RE: Normalization in panlingual application

From: Kenneth Whistler (kenw@sybase.com)
Date: Fri Sep 21 2007 - 13:57:58 CDT

  • Next message: Andy Heninger: "Re: New Public Review Issue: Proposed Update UTS #18"

    Philippe Verdy said:

    > I know that. But I did not discuss about NFC/NFD. Only about NFKC/NFKD that
    > was not designed for interoperable interchange purpose.

    I've let a number of things in this thread pass... but this
    claim is simply flat-out false.

    *All* normalizations forms defined by UAX #15 are designed for
    interoperable interchange. If they weren't, the UTC wouldn't
    have bothered to spend the time specifying them exactly in
    the UAX in the first place, nor defending the stability guarantees
    for all forms of Unicode normalization.

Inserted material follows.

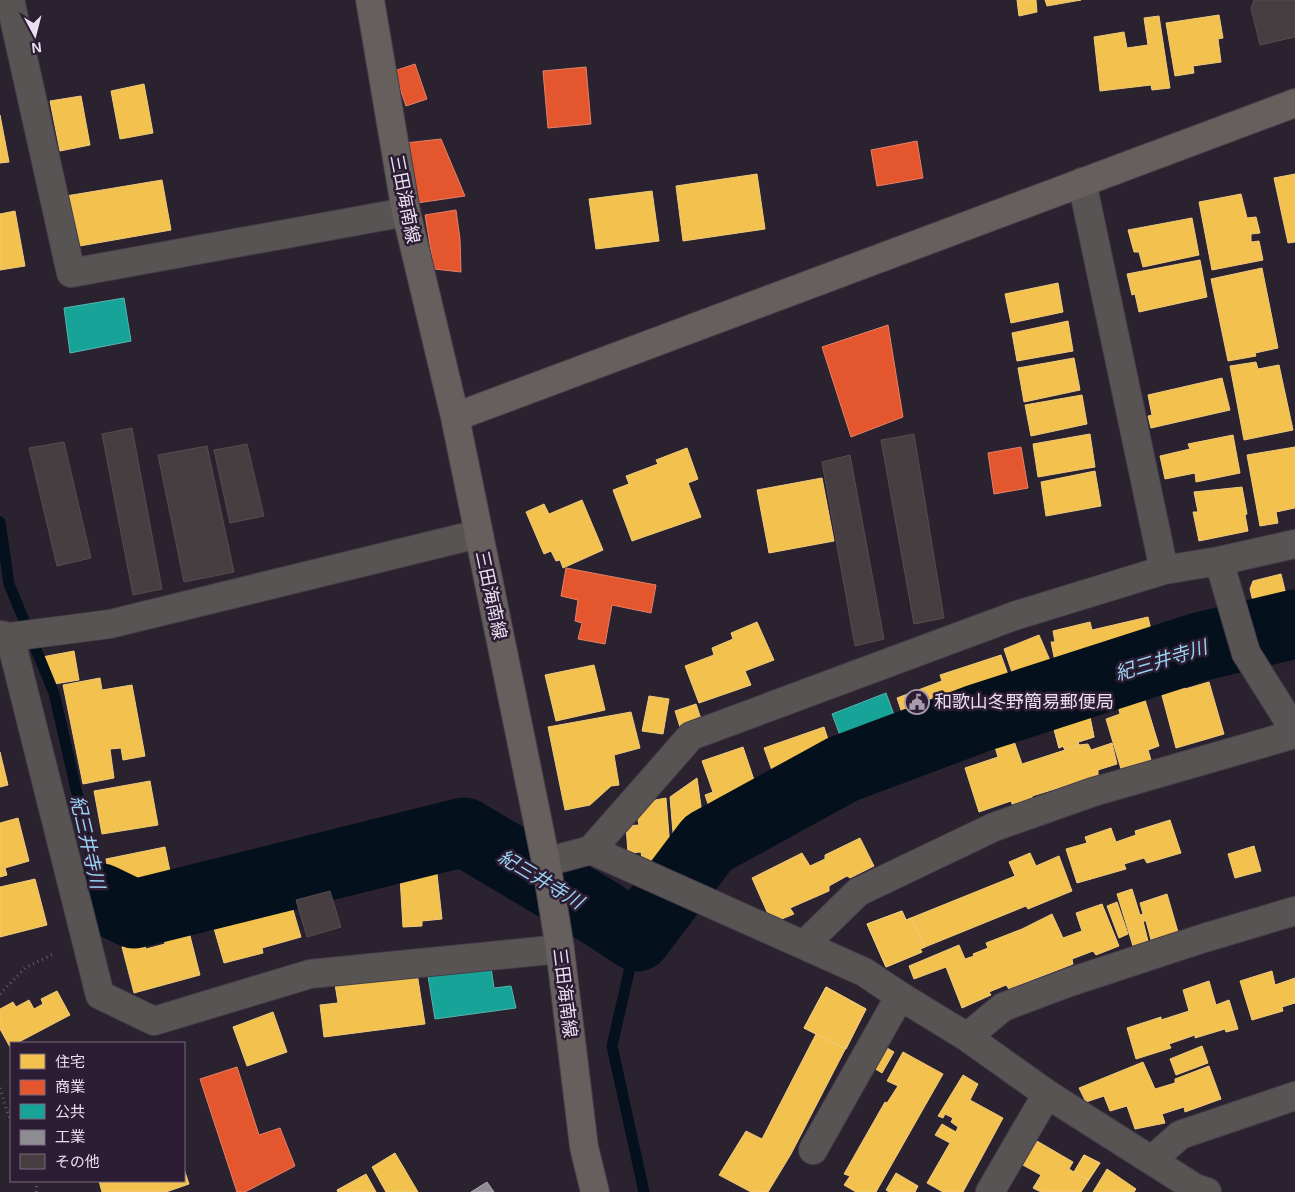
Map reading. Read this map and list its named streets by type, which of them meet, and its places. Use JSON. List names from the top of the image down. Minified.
{"streets":{"main road":["三田海南線"]},"water":["紀三井寺川"],"places":{"public building":["和歌山冬野簡易郵便局"]},"legend":["住宅","商業","公共","工業","その他"],"north":"bottom"}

    > The fact that IDN makes some use of it (now in a non-conforming way because
    > it uses its own rules to define its own sets of mappings, and to preserve
    > compatibility with future evolutions, it does not automatically integrate
    > all Unicode additions) is another problem,

    And this claim about IDN is also false.

    IDN depends on NamePrep (RFC 3491), which specifies the use of
    Unicode normalization form KC, as described in StringPrep (RFC 3454).
    And StringPrep clearly requires the conformant use: "If a profile
    is going to use a Unicode normalization, it MUST use Unicode
    normalization form KC."

    The fact that the output of NamePrep is not the same as simply
    normalizing a string with NFKC is beside the point. Of course
    it is different, because NamePrep specifies the use of various
    mappings and character prohibitions in addition to NFKC
    normalization. But it is misleading and false to claim that
    IDN makes use of NFKC "in a non-conforming way".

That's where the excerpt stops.